Only the lines with the string "drop" are needed; return each of them from the entries below.

Data items
==============================

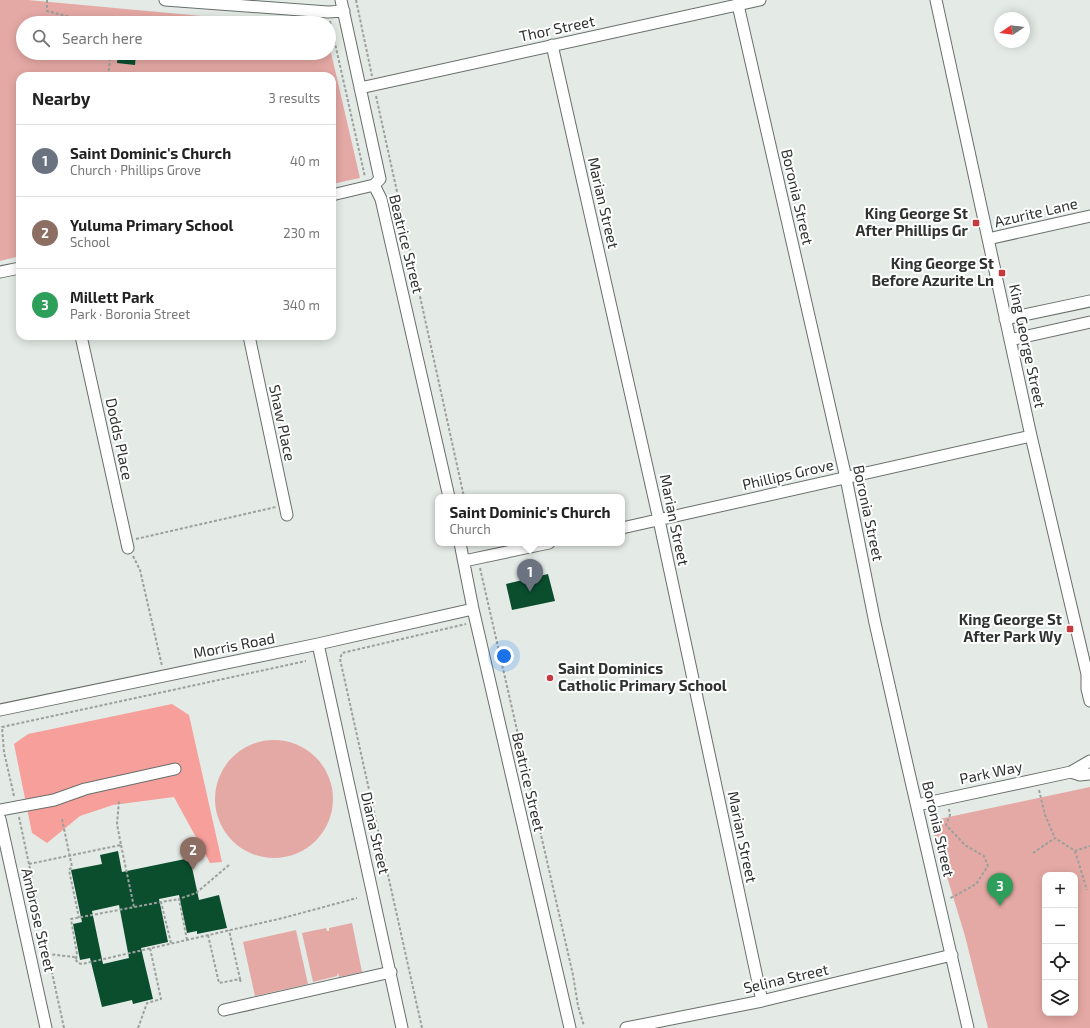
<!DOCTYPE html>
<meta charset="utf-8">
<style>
:root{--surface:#fff;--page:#f6f6f6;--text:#222;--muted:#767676;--line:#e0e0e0;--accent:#0f766e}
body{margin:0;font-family:"Exo 2",sans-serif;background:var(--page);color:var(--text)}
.controls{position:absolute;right:12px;bottom:12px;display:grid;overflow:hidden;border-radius:8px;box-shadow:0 2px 10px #0003}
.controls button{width:36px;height:36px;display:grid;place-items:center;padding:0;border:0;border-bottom:1px solid var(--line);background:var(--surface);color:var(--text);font:20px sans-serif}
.compass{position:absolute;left:994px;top:12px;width:36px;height:36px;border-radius:50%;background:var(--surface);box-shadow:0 2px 10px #0003;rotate:257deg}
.you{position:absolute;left:504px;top:656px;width:14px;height:14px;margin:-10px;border:3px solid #fff;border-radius:50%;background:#1a73e8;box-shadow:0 0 0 6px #1a73e833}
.badge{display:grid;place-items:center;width:26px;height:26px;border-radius:50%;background:var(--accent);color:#fff;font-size:13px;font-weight:700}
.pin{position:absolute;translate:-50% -33px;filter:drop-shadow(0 1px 2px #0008)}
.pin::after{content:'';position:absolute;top:21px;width:14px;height:12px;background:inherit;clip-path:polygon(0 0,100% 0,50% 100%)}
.popup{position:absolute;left:435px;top:494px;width:190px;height:52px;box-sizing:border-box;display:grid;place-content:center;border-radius:8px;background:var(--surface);filter:drop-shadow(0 1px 3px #0005);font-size:13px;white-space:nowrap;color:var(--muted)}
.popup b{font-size:15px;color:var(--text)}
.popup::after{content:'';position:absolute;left:50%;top:100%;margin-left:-8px;border:8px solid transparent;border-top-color:var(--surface)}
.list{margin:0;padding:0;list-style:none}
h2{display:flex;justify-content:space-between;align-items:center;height:52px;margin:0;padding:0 16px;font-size:17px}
h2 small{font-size:13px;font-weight:400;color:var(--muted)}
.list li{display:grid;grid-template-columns:26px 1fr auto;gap:12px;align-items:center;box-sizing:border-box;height:72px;padding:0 16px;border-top:1px solid var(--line)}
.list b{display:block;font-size:15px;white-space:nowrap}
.list p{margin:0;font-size:13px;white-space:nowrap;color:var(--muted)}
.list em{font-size:13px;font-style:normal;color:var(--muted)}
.icon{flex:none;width:22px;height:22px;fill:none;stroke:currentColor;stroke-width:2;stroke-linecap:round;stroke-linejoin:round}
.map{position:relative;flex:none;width:1090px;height:1028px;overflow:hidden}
.search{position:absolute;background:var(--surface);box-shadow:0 2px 10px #0003;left:16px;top:16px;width:320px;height:44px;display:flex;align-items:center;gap:10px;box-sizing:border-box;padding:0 14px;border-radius:22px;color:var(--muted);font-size:15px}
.panel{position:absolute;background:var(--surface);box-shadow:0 2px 10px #0003;left:16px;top:72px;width:320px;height:268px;border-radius:12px}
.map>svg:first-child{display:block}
</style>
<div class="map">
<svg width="1090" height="1028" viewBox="0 0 1090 1028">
<rect width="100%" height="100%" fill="#e4ebe6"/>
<path fill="#e5a9a5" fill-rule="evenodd" d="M 0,0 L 28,0 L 277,23 L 23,23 L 23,53 L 329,53 L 329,44 L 360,178 L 332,184 L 332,76 L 20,76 L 20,256 L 0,261 Z
M215 799a59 59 0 1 1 118 0a59 59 0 1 1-118 0Z
M 1090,787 L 1090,1028 L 988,1028 L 965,936 L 930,821 ZM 1045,875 L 1075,875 L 1075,1013 L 1045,1013 Z
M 352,923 L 362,972 L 339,977 L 338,973 L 337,976 L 313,982 L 302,933 L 326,928 L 327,931 L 329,931 L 329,928 Z
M 296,930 L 308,984 L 255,996 L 243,942 Z"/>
<path fill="#f79f9a" d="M 172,704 L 189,715 L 222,862 L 210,863 L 174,797 L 113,805 L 80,816 L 47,843 L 32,833 L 14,744 L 28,734 Z"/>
<path fill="#0a4e2e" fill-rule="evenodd" d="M 118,53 L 136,53 L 135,65 L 117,63 Z
M 548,574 L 555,601 L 512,610 L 506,584 Z
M 118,851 L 122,872 L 190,858 L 199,900 L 219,895 L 227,928 L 197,934 L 197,931 L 187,933 L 179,895 L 159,899 L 168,942 L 141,948 L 153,999 L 133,1004 L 132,1000 L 102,1007 L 90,958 L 80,960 L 73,924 L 82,922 L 71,870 L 102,864 L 100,855 ZM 119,905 L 129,958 L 103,964 L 92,911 Z"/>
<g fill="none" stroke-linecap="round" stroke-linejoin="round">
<g stroke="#686f6b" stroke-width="13">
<path id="minor" d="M 165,0 L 328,12 L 344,11
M 341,0 L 380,179 L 374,185
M 936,0 L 1031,436 L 1087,674 L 1087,689 L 1090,701
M 738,5 L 846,478 L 875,623 L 907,764 L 968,1028
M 552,45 L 659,520 L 762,1001
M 360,88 L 760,0
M 374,185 L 381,199 L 449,497
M 332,195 L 374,185
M 988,239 L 1090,216
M 0,272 L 20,268
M 1005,319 L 1090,301
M 81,336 L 128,548
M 249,336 L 287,515
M 1010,340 L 1090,322
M 622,528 L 1031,436
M 460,543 L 473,609 L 570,1028
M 464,561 L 549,543
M 318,644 L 402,1028
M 0,710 L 318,644 L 473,609
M 1071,772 L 1080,775 L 1090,774
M 917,805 L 1071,772 L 1090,761
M 0,810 L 54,800 L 85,789 L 175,769
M 0,819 L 46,1028
M 224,1010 L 391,972
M 626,1028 L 762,1001 L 952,955"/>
</g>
<path stroke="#9ba09d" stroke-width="2" stroke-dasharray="3 2" stroke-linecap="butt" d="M 47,0 L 47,11 L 93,23
M 356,0 L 372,76
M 330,21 L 365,177
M 108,76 L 111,53
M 376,96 L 464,497
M 136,539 L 276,507
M 133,556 L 140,570 L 162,666
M 480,568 L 573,975 L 578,1006 L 584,1026
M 1039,790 L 1045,815 L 1055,838
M 14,796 L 4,752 L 2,727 L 306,661
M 949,809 L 950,815 L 946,825 L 965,845 L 984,856 L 988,866 L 976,884 L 949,899
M 19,817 L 48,954
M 62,819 L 72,867 L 69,870 L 79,918
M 121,845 L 134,907
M 1075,851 L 1087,890
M 1033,853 L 1055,838 L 1075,851 L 1090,846
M 29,864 L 121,845 L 117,824 L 119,801
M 208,935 L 219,983 L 240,979 L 229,930
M 187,940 L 179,899 L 196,893 L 229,865
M 171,943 L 161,902 L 179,899
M 76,959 L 77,954 L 71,919 L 161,902
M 240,979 L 241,984
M 64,1028 L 48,954 L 74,957 L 78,963 L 82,964 L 283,918 L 357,898
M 138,1028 L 147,1003 L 161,999 L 150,948
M 422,1028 L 340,659 L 342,653 L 466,624"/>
<use href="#minor" stroke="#fff" stroke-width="11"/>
</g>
<g fill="#c8393f" stroke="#fff" stroke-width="1.5">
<rect x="972" y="219" width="8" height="8" rx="2"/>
<rect x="998" y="269" width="8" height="8" rx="2"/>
<rect x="1066" y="625" width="8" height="8" rx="2"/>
<circle cx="550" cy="678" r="4"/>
</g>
<g text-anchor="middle" stroke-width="4" stroke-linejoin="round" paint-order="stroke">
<g font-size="15" fill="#2f3230" stroke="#fff">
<text transform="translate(557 29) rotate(-12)" y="5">Thor Street</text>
<text transform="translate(797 197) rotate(77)" y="5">Boronia Street</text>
<text transform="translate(603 203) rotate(77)" y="5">Marian Street</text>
<text transform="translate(1036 213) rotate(-13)" y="5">Azurite Lane</text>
<text transform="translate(406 244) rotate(76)" y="5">Beatrice Street</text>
<text transform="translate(1027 346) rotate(78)" y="5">King George Street</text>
<text transform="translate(282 423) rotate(78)" y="5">Shaw Place</text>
<text transform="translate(119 439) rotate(78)" y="5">Dodds Place</text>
<text transform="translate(788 475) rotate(-13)" y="5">Phillips Grove</text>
<text transform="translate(868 513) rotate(78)" y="5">Boronia Street</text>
<text transform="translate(674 520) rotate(78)" y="5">Marian Street</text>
<text transform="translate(234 646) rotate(-11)" y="5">Morris Road</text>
<text transform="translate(991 773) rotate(-12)" y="5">Park Way</text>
<text transform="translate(528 782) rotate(77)" y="5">Beatrice Street</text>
<text transform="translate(938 829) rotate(77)" y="5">Boronia Street</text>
<text transform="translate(375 833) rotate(77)" y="5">Diana Street</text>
<text transform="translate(742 837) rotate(78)" y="5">Marian Street</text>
<text transform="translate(38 920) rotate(77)" y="5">Ambrose Street</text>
<text transform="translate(786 979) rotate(-13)" y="5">Selina Street</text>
</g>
<g font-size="15" font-weight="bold" fill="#2f3230" stroke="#fff" text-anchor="end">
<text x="968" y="219">King George St<tspan x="968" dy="17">After Phillips Gr</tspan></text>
<text x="994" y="269">King George St<tspan x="994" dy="17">Before Azurite Ln</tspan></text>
<text x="1062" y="625">King George St<tspan x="1062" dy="17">After Park Wy</tspan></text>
<text x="558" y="674" text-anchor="start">Saint Dominics<tspan x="558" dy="17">Catholic Primary School</tspan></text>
</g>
</g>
</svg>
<div class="controls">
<button>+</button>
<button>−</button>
<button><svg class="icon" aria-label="locate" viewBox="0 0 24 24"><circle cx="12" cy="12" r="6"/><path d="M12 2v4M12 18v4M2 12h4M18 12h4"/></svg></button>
<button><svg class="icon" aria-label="layers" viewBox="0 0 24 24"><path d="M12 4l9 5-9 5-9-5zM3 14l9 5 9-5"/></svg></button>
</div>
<svg class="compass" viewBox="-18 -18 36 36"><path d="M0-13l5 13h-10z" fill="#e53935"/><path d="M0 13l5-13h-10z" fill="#767676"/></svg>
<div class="you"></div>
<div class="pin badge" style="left:530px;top:592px;background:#6b7280">1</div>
<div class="popup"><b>Saint Dominic's Church</b>Church</div>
<div class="pin badge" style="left:193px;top:870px;background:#8d6e63">2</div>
<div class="pin badge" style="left:1000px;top:906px;background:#2e9e5b">3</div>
<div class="search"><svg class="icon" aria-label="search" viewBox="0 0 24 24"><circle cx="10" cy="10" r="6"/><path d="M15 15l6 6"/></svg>Search here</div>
<section class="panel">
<h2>Nearby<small>3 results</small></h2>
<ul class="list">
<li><span class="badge" style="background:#6b7280">1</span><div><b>Saint Dominic's Church</b><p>Church · Phillips Grove</p></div><em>40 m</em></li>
<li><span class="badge" style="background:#8d6e63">2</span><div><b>Yuluma Primary School</b><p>School</p></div><em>230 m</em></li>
<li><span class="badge" style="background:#2e9e5b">3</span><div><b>Millett Park</b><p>Park · Boronia Street</p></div><em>340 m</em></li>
</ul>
</section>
</div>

==============================

Response box:
.pin{position:absolute;translate:-50% -33px;filter:drop-shadow(0 1px 2px #0008)}
.popup{position:absolute;left:435px;top:494px;width:190px;height:52px;box-sizing:border-box;display:grid;place-content:center;border-radius:8px;background:var(--surface);filter:drop-shadow(0 1px 3px #0005);font-size:13px;white-space:nowrap;color:var(--muted)}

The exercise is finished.